_Work to be completed_
Each line from the top of the listing down to and including the line with "display:grid; place-items:center; width:54px;" must be duplicated exactly; pictures are to be skipped.

═══ Entries provided ═══

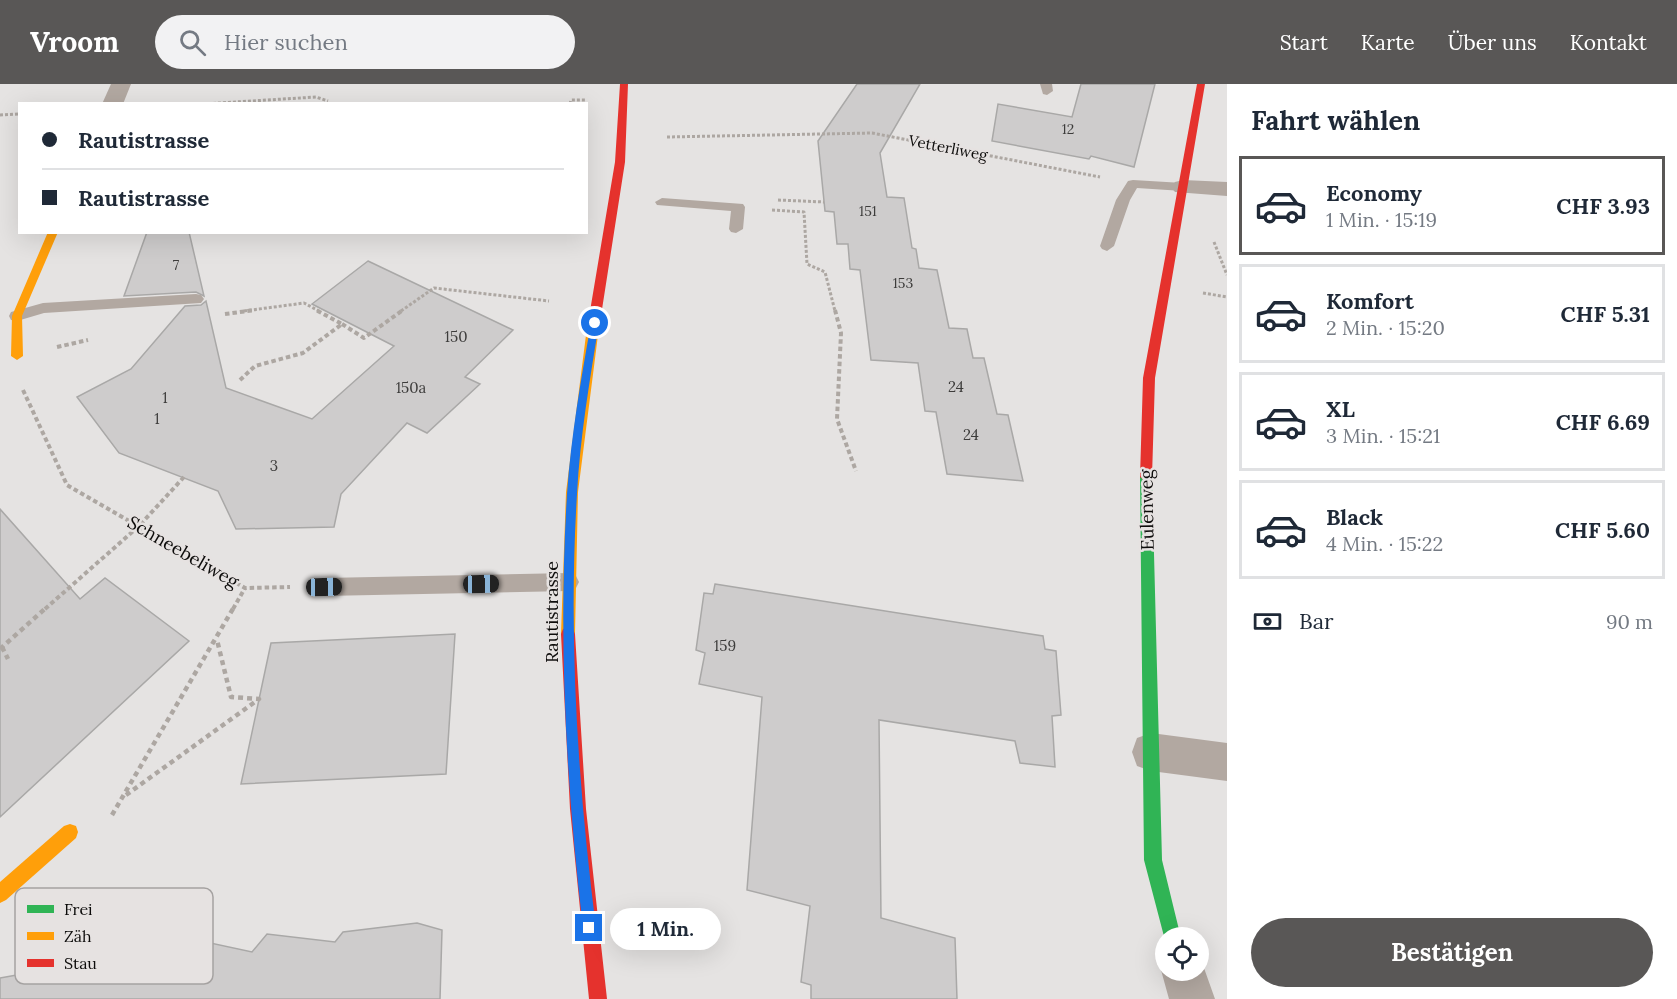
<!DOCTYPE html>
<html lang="de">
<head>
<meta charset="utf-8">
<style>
  body { margin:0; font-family:Lora,serif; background:#f2f2f3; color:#1f2937; height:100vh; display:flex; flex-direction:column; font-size:22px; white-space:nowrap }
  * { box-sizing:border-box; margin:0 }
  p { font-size:20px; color:#747a83 }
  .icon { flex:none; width:33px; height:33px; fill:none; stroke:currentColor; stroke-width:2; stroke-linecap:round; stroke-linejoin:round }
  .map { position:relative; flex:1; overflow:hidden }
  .side { display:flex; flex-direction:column; background:#fff; width:450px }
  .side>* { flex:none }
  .hud { position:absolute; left:18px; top:18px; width:570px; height:132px; border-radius:0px; box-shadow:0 6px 24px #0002; display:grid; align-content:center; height:132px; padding:0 24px; background:#fff }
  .tools { position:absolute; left:1155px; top:843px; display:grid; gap:12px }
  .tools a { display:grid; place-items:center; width:54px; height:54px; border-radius:50%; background:#fff; box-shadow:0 6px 24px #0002; font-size:30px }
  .end { position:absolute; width:27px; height:27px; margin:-14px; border:8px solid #1a73e8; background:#fff; box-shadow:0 0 0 3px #fff }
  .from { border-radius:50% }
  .bubble { position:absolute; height:42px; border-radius:21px; background:#fff; box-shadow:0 6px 24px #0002; font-size:20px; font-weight:700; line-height:42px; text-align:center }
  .car { position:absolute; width:18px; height:36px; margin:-18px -9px; border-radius:8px; box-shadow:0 0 4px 2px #0007; background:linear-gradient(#222 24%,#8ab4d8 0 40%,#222 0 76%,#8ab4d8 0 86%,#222 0) }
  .hud b { display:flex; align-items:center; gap:21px; height:57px; font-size:22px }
  .hud b+b { border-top:2px solid #e0e1e3 }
  .hud i { width:15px; height:15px; background:#1f2937 }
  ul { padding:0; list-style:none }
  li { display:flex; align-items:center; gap:18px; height:99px; margin:0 12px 9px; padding:0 12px; border:3px solid #e0e1e3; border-radius:0px }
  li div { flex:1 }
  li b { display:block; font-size:22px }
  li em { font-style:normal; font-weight:700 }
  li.active { border-color:#595756 }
  li>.icon { width:54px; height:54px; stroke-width:1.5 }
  h2 { padding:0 24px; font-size:27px; line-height:72px }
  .pay { display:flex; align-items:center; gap:15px; height:66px; padding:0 24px; font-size:22px }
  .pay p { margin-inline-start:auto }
  .button { display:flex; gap:12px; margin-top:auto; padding:12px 24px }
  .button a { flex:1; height:69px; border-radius:36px; background:#595756; color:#fff; font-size:24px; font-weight:700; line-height:69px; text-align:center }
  header { display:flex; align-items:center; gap:36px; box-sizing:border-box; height:84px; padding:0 30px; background:#595756; color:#fff }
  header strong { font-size:28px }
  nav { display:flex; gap:33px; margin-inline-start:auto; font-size:21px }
  .search { width:420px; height:54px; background:#f2f2f3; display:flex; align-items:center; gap:15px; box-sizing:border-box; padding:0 21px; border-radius:33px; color:#747a83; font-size:22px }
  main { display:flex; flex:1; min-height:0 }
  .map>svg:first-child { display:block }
  .building { fill:#cecccc; stroke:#a9a8a7; stroke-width:1.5 }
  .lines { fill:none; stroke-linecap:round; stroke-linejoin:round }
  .path-far2 { stroke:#ada7a2; stroke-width:3; stroke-dasharray:3 2; stroke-linecap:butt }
  .path-far1 { stroke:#ada7a2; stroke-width:4; stroke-dasharray:4.5 3; stroke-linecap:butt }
  .path { stroke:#ada7a2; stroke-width:4.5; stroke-dasharray:5 4; stroke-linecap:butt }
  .lane { fill:#b2a8a1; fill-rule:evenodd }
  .street { fill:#b2a8a1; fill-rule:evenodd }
  .fast { fill:#30b455; fill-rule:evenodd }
  .slow { fill:#ff9f0a; fill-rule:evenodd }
  .jam { fill:#e5322d; fill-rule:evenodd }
  .route { fill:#1a73e8 }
  .labels { text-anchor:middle; stroke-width:5; stroke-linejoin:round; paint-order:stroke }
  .far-number-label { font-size:14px; fill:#3d3c3b }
  .far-street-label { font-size:15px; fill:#0d0c0b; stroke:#e6e2e1 }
  .number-label { font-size:15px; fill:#3d3c3b }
  .street-label { font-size:18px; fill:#0d0c0b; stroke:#e6e2e1 }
  .key { fill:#e6e2e1; stroke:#a5a2a1; stroke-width:1.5 }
  .key-label { font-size:16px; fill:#0d0c0b }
</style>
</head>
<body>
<header>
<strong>Vroom</strong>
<div class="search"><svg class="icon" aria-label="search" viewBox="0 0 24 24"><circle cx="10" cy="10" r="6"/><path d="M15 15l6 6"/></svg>Hier suchen</div>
<nav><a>Start</a><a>Karte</a><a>Über uns</a><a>Kontakt</a></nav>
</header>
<main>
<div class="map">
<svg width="1227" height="915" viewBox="0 0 1227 915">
  <rect width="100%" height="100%" fill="#e5e3e2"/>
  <g class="building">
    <polygon points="857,0 920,0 880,69 887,113 904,114 912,164 916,165 919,184 937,186 949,244 967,245 973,274 984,274 997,330 1008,331 1023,397 947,390 936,328 925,327 918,279 871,276 860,186 850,185 848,160 837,160 834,128 825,127 818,57"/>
    <polygon points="1081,0 1155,0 1134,83 1091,72 1089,75 992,57 998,20 1072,33"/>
    <polygon points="147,148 189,148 204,212 196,208 124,212"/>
    <polygon points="368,177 513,246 465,293 480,300 427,349 407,339 341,410 334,443 236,445 218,407 119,369 77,313 131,285 185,222 201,221 206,217 226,304 312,335 394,262 312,220"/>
    <polygon points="0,425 80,515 105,494 189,557 0,733"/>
    <polygon points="715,500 1043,552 1045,565 1056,567 1061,631 1052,632 1055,683 1020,679 1015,657 879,636 881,834 955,854 957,915 811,915 811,901 801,898 810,822 747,806 762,613 699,600 705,569 696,566 704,509 713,510"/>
    <polygon points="455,550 446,690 241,700 271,559"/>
    <polygon points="417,839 442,846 440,915 0,915 0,894 89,878 110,856 180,867 192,855 252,868 267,850 335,858 343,848"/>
  </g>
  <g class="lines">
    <g class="path-far2">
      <polyline points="203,20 316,13 328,17"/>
      <polyline points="570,20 571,16 586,16"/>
      <polyline points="0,31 20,30"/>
      <polyline points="667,53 872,49 1100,93"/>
      <polyline points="778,116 824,118"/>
      <polyline points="772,126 804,128 807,180 825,188 835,227"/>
      <polyline points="1214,158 1227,191"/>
      <polyline points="1203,209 1227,213"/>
      <polyline points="244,227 304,219 319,227"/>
      <polyline points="401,227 434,204 549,217"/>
    </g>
    <g class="path-far1">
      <polyline points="835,226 841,249 837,335 856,387"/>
      <polyline points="225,230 255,226"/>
      <polyline points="342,240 364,254 403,226"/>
      <polyline points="57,263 88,256"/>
      <polyline points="240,296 255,282 303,269 342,240 316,226"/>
      <polyline points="23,306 67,401 245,504 290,503"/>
      <polyline points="45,525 139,442 184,393"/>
      <polyline points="233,525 245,504"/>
    </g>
    <g class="path">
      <polyline points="2,563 8,575"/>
      <polyline points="0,565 47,523"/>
      <polyline points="126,711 259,615 231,613 217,556"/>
      <polyline points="112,731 234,523"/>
    </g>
    <g class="lane">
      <polygon points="1040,0 1052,0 1053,7 1047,11 1043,10"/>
      <polygon points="1133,96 1183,99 1190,103 1183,107 1137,104 1130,116 1114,162 1107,167 1102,165 1100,162 1116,116 1128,97"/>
      <polygon points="662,114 743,120 745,123 743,145 736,149 731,148 729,145 731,127 657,121 655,118"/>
      <polygon points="196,210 201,211 204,215 201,219 44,229 17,237 11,236 9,232 11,228 43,219"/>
      <polygon points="569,489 576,492 579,498 576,504 569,507 324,512 317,509 314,503 317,497 324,494"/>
    </g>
    <g class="street">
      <polygon points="111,0 131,0 123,20 102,20"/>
      <polygon points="1183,96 1227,98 1227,112 1175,108 1171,103 1175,98"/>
      <polygon points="1151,649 1227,659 1227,697 1151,687 1137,682 1132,668 1137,654"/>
      <polygon points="1199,870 1215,915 1169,915 1161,886 1166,874 1166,886 1198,886"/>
    </g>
    <polygon class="fast" points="1146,388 1152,393 1162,776 1181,854 1166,854 1166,860 1144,776 1140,393"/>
    <g class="slow">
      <polygon points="48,148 58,148 22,232 23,272 17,276 11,272 12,232"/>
      <polygon points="592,247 598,251 578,408 575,550 573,555 568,557 563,555 561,550 566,408 586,251"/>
      <polygon points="70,740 76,742 78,748 76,754 6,816 0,819 0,798 64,742"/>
    </g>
    <g class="jam">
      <polygon points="620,0 628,0 625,78 598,251 592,255 586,251 615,78"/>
      <polygon points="1197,0 1205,0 1155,294 1152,393 1146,398 1140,393 1143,294"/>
      <polygon points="568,543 573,545 575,550 586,725 607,915 589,915 570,725 561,550 563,545"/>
    </g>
  </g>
  <path class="route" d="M 595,236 L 599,239 C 590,295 580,352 577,410 C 568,555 578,701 596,844 L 594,849 L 589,851 L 585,849 L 583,844 C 566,700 558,554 567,410 C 571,352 581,295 591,239 Z"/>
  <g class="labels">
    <g class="far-number-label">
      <text x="1068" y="50">12</text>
      <text x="868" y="132">151</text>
      <text x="176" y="186">7</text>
      <text x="903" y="204">153</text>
    </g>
    <g class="far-street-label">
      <text transform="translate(948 64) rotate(11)" y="5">Vetterliweg</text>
    </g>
    <g class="number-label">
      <text x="456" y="258">150</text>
      <text x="956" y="308">24</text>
      <text x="411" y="309">150a</text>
      <text x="165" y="319">1</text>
      <text x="157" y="340">1</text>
      <text x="971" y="356">24</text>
      <text x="274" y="387">3</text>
      <text x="725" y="567">159</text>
    </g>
    <g class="street-label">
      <text transform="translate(1147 426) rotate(-91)" y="6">Eulenweg</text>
      <text transform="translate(183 468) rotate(30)" y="6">Schneebeliweg</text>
      <text transform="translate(552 528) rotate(-90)" y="6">Rautistrasse</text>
    </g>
  </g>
  <rect x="15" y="804" width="198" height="96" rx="9" class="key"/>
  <rect x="27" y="821" width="27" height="8" fill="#30b455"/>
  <rect x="27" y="848" width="27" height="8" fill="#ff9f0a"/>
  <rect x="27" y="875" width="27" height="8" fill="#e5322d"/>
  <g class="key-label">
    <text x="64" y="831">Frei</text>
    <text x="64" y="858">Zäh</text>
    <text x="64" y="885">Stau</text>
  </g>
</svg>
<div class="tools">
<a><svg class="icon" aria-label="locate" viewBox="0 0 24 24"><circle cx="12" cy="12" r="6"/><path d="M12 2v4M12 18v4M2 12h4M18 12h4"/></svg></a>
</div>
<i class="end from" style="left:595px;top:239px"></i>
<i class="end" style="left:589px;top:844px"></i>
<div class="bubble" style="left:610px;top:824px;width:111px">1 Min.</div>
<i class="car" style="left:481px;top:500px;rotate:89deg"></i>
<i class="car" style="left:324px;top:503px;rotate:89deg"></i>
<div class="hud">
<b><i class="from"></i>Rautistrasse</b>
<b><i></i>Rautistrasse</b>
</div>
</div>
<section class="side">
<h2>Fahrt wählen</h2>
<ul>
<li class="active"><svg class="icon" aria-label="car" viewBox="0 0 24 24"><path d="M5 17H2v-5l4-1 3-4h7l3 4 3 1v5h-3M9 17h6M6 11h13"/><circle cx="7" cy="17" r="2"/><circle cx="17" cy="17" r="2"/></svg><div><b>Economy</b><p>1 Min. · 15:19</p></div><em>CHF 3.93</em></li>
<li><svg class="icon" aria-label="car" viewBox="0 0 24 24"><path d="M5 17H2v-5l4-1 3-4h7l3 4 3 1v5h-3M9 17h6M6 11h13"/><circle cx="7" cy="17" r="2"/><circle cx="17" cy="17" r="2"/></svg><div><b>Komfort</b><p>2 Min. · 15:20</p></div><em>CHF 5.31</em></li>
<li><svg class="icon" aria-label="car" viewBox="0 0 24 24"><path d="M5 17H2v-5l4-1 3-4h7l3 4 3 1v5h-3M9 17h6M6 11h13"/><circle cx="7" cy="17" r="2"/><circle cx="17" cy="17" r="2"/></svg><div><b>XL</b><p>3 Min. · 15:21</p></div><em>CHF 6.69</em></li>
<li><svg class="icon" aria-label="car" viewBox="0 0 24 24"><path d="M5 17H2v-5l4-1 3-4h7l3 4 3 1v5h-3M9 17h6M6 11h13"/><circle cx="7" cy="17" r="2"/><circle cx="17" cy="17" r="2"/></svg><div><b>Black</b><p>4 Min. · 15:22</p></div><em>CHF 5.60</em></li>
</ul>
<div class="pay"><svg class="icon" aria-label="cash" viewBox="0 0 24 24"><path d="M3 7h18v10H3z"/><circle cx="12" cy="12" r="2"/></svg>Bar<p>90 m</p></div>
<div class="button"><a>Bestätigen</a></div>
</section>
</main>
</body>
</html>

═══

_Answer to this problem_
<!DOCTYPE html>
<html lang="de">
<head>
<meta charset="utf-8">
<style>
  body { margin:0; font-family:Lora,serif; background:#f2f2f3; color:#1f2937; height:100vh; display:flex; flex-direction:column; font-size:22px; white-space:nowrap }
  * { box-sizing:border-box; margin:0 }
  p { font-size:20px; color:#747a83 }
  .icon { flex:none; width:33px; height:33px; fill:none; stroke:currentColor; stroke-width:2; stroke-linecap:round; stroke-linejoin:round }
  .map { position:relative; flex:1; overflow:hidden }
  .side { display:flex; flex-direction:column; background:#fff; width:450px }
  .side>* { flex:none }
  .hud { position:absolute; left:18px; top:18px; width:570px; height:132px; border-radius:0px; box-shadow:0 6px 24px #0002; display:grid; align-content:center; height:132px; padding:0 24px; background:#fff }
  .tools { position:absolute; left:1155px; top:843px; display:grid; gap:12px }
  .tools a { display:grid; place-items:center; width:54px; height:54px; border-radius:50%; background:#fff; box-shadow:0 6px 24px #0002; font-size:30px }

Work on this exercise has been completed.